- North American cover art
- Developer: Aicom
- Publisher: Jaleco
- Designers: Kenji Nakajima Hiroshi Kazama
- Composers: Kiyoshi Yokoyama Dōta Andō Masaki Nagakura
- Series: Moero!!
- Platform: NES
- Release: JP: November 22, 1988; NA: June 1989; EU: 1989;
- Genre: Half-court basketball
- Modes: Single-player, multiplayer

= Hoops (1988 video game) =

Hoops is an NES basketball video game that was released in 1988 for a Japanese audience and in 1989 for a North American audience. In Japan, the game is known as Moero!! Junior Basket - Two on Two (燃えろ！！ジュニアバスケット ツー オン ツー), which a part of "Moero!!" sports series.

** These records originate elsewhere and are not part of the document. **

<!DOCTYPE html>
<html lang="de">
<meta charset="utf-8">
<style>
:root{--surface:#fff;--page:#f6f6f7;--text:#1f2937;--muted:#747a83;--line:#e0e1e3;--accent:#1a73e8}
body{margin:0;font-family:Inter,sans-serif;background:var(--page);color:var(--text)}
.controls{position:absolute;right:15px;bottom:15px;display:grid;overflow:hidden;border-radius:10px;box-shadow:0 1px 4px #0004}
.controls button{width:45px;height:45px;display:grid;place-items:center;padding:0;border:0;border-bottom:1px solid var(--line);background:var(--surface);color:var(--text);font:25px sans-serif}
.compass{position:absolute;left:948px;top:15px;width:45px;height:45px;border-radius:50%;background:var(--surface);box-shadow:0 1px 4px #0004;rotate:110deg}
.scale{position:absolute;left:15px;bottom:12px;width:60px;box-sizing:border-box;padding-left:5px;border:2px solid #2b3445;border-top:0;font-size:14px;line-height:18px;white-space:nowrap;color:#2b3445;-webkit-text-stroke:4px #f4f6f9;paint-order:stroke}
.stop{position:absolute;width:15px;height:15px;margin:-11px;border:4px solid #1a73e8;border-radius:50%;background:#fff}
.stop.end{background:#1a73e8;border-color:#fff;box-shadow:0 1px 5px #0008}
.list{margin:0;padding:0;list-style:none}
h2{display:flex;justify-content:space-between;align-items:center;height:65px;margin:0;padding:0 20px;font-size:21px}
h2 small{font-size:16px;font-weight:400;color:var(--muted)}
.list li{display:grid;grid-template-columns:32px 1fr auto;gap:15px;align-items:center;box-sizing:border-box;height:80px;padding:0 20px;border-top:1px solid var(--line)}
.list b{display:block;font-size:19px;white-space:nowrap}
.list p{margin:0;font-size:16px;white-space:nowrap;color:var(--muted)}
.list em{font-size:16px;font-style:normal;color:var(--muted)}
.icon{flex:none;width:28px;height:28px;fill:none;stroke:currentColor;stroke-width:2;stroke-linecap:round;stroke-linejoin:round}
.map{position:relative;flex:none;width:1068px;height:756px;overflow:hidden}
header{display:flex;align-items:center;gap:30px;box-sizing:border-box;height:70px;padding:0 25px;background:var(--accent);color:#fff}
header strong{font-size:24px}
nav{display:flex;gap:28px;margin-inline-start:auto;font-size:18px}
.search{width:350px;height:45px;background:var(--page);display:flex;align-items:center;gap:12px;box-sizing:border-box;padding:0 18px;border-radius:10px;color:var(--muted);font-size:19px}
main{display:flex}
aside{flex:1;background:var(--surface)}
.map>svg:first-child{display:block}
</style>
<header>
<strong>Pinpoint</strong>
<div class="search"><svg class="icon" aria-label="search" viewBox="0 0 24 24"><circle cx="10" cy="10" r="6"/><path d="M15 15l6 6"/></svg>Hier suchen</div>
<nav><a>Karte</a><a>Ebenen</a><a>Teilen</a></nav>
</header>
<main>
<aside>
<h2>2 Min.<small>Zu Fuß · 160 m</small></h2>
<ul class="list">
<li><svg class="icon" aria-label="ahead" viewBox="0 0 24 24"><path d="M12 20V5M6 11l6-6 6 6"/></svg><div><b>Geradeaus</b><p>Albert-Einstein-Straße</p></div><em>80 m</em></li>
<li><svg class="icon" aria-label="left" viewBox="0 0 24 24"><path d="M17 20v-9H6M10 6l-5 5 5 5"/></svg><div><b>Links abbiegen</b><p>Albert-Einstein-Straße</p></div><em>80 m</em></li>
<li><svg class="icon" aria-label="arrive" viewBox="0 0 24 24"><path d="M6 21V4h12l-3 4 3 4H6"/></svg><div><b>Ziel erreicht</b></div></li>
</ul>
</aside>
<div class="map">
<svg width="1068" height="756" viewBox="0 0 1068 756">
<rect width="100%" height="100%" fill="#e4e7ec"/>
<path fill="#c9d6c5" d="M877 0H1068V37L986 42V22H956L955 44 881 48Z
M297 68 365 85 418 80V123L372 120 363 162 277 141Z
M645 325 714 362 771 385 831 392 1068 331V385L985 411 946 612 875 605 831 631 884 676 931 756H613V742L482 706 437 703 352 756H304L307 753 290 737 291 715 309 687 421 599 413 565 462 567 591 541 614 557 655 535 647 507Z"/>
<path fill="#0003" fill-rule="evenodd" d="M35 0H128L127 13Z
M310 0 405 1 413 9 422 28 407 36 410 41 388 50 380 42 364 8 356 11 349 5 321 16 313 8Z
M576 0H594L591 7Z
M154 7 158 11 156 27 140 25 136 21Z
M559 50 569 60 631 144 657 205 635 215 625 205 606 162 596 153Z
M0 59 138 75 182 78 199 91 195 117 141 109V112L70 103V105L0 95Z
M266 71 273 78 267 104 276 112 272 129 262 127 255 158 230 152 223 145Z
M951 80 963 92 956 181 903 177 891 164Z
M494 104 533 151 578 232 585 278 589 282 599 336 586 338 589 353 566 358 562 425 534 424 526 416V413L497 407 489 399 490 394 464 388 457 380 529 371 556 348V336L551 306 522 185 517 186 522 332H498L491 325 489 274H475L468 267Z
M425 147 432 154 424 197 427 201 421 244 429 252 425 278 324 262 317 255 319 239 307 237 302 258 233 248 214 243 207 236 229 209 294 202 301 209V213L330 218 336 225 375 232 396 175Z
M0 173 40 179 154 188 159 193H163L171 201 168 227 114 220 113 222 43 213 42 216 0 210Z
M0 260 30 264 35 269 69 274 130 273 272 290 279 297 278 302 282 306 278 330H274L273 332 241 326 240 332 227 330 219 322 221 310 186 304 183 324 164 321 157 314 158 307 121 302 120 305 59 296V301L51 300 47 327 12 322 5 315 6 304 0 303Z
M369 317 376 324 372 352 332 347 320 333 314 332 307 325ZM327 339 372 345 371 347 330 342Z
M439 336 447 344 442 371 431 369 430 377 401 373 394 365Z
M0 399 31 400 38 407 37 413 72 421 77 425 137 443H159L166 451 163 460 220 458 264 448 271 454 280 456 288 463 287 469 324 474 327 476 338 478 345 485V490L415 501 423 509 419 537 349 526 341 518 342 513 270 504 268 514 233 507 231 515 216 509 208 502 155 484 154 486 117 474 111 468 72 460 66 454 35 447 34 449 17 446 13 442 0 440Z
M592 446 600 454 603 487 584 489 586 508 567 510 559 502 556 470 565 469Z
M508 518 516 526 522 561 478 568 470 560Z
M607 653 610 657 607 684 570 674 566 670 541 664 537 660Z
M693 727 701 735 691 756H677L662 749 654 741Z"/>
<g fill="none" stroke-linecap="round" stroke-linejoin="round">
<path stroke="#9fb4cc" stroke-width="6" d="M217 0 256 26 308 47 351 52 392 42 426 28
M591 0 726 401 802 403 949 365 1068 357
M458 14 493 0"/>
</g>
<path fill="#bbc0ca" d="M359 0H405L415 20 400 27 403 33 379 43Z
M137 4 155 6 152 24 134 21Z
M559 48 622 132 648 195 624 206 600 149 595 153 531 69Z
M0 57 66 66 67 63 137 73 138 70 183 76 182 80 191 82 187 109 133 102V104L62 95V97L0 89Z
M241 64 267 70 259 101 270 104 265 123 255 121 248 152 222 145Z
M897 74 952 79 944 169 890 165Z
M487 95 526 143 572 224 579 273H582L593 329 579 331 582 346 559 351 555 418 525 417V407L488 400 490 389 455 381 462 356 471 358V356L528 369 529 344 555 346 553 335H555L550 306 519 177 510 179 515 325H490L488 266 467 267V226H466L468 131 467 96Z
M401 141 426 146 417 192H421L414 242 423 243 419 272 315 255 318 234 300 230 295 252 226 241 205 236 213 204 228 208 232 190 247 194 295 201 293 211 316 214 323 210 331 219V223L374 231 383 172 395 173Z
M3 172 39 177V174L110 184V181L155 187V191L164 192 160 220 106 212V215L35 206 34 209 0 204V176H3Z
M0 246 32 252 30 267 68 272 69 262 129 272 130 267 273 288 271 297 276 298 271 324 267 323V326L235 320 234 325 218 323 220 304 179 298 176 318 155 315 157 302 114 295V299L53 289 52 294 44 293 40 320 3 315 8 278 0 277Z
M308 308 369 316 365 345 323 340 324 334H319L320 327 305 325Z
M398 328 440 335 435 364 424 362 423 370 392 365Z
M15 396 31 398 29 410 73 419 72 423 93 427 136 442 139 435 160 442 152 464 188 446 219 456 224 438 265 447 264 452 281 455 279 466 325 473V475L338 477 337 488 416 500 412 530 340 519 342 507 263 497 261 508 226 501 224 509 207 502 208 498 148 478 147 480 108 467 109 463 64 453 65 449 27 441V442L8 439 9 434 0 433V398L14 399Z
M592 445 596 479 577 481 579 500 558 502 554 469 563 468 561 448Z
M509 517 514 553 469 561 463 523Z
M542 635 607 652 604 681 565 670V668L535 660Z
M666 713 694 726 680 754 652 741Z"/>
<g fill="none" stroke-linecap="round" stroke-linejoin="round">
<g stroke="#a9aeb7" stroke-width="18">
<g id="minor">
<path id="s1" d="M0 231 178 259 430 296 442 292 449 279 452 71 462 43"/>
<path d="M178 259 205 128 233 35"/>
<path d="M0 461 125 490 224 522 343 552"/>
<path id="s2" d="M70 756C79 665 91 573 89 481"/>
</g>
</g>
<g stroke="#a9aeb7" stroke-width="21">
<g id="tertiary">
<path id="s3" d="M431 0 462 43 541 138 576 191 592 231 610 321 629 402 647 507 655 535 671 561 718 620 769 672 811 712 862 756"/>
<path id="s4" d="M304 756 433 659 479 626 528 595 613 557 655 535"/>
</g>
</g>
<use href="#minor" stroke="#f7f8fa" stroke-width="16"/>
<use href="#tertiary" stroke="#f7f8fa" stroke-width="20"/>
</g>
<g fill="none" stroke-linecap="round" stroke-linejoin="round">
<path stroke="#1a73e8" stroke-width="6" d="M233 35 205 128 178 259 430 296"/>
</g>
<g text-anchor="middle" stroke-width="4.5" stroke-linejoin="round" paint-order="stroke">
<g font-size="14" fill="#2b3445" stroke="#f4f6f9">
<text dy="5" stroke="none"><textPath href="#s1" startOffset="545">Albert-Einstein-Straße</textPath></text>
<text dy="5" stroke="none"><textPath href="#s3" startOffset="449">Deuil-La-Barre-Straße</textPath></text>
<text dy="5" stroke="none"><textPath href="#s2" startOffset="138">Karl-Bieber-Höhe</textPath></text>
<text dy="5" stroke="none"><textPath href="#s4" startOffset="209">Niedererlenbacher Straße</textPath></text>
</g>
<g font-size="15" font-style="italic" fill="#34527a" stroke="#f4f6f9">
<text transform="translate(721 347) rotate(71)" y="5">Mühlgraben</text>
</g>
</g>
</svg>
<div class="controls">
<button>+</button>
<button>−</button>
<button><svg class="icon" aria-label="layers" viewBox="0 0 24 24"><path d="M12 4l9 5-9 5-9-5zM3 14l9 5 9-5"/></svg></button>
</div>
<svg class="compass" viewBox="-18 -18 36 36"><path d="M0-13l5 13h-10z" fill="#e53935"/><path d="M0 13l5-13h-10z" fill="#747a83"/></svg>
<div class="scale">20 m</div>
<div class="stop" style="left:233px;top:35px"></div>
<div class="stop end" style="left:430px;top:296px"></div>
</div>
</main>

The game is done in a half court style with the player having a choice to disable or enable winners outs. No fouls are called. There is also an around the world mode that allows players to focus on making baskets without worrying about the charging, pushing, and traveling fouls that are found in the standard mode of play. Similar to Double Dribble the game features slow-motion sequences when the player goes for a dunk, though these can be blocked.

==Reception==
Contemporary reviews were broadly positive. Boy's Life magazine described it as offering "tough one-on-one or two-on-two action". A 1989 review for the Battle Creek Enquirer written by Matt Neapolitan praised the game as "one of the best basketball games" for NES platform.

Retrospective reviews have been more mixed. Writing in 2002, video games historian Andy Slaven described it as "boring with predictable opponent movements". Brett Weiss, writing in 2012, described it as "old fashioned [but] a lot of fun".